▸ **Task objective**
The entries shown here must be retyped in full, with no pictures included.

▸ **Dataset content**
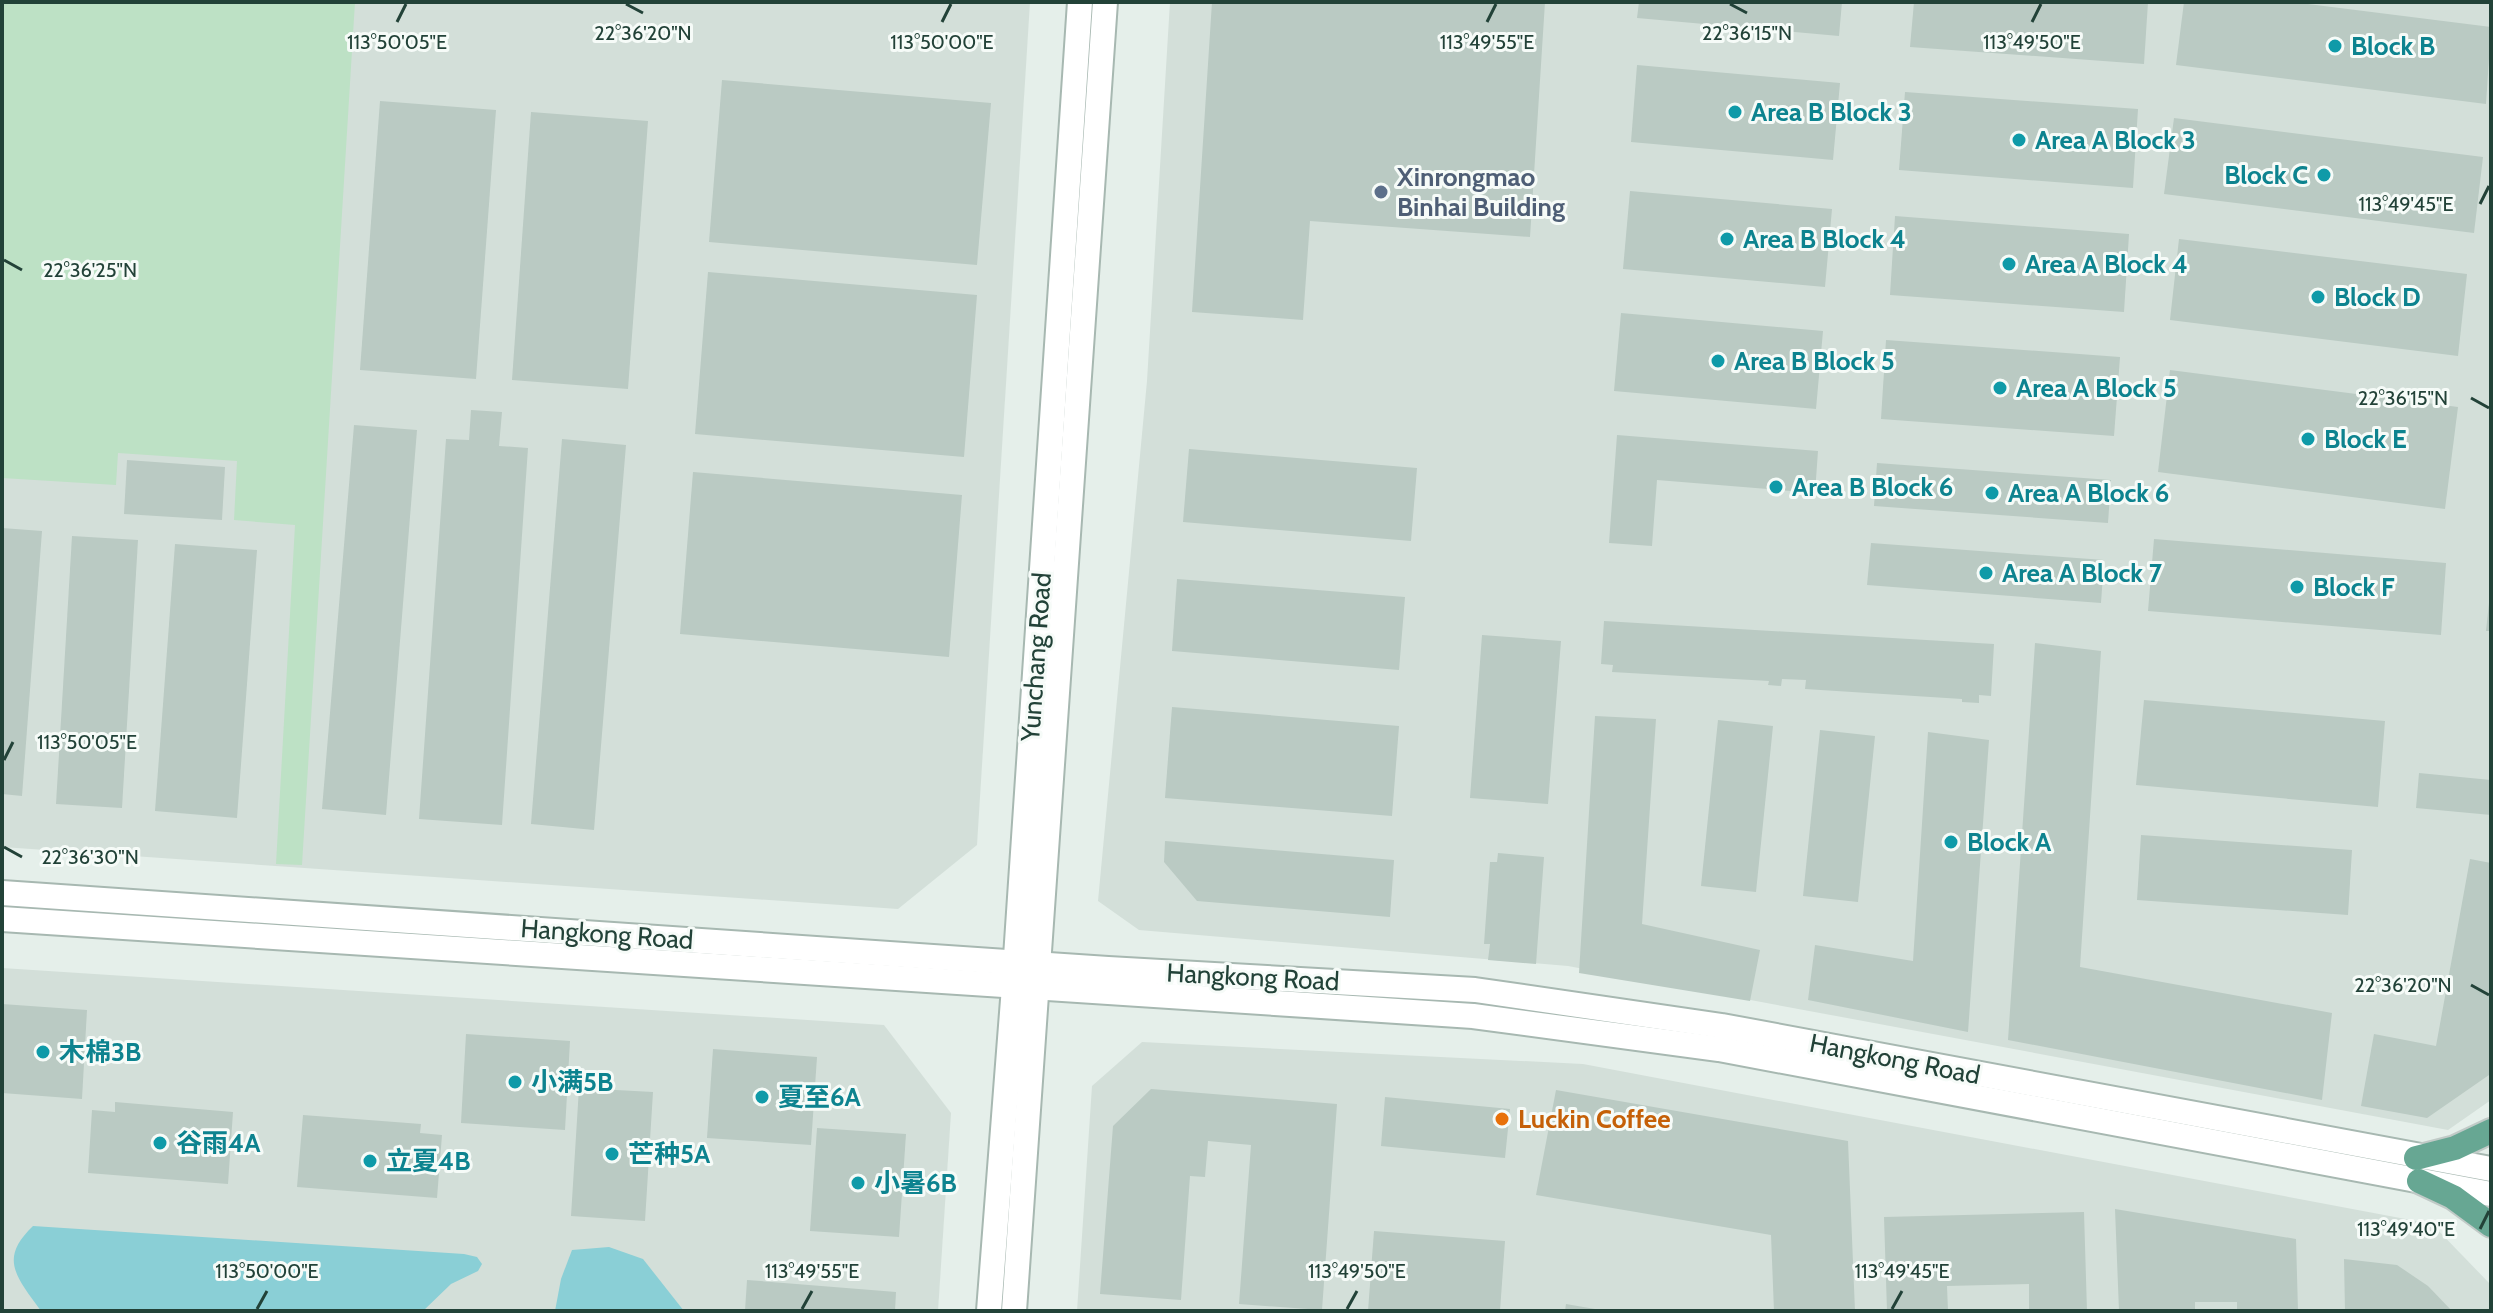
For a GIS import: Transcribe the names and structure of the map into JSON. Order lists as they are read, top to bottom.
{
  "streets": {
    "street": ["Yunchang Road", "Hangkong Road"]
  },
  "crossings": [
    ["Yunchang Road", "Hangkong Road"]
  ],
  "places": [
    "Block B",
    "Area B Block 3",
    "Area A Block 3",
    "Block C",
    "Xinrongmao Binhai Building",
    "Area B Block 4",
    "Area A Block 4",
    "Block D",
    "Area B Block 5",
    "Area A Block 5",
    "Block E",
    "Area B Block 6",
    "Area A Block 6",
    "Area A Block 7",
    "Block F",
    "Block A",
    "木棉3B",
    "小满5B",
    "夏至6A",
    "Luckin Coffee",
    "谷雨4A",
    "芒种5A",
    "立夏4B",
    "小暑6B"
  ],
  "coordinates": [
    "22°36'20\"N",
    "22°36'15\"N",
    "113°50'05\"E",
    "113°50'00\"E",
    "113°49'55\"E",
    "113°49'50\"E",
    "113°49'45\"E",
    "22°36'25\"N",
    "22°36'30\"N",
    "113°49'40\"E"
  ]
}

▸ **Your solution**
For a GIS import: Transcribe the names and structure of the map into JSON. Order lists as they are read, top to bottom.
{
  "streets": {
    "street": ["Yunchang Road", "Hangkong Road"]
  },
  "crossings": [
    ["Yunchang Road", "Hangkong Road"]
  ],
  "places": [
    "Block B",
    "Area B Block 3",
    "Area A Block 3",
    "Block C",
    "Xinrongmao Binhai Building",
    "Area B Block 4",
    "Area A Block 4",
    "Block D",
    "Area B Block 5",
    "Area A Block 5",
    "Block E",
    "Area B Block 6",
    "Area A Block 6",
    "Area A Block 7",
    "Block F",
    "Block A",
    "木棉3B",
    "小满5B",
    "夏至6A",
    "Luckin Coffee",
    "谷雨4A",
    "芒种5A",
    "立夏4B",
    "小暑6B"
  ],
  "coordinates": [
    "22°36'20\"N",
    "22°36'15\"N",
    "113°50'05\"E",
    "113°50'00\"E",
    "113°49'55\"E",
    "113°49'50\"E",
    "113°49'45\"E",
    "22°36'25\"N",
    "22°36'30\"N",
    "113°49'40\"E"
  ]
}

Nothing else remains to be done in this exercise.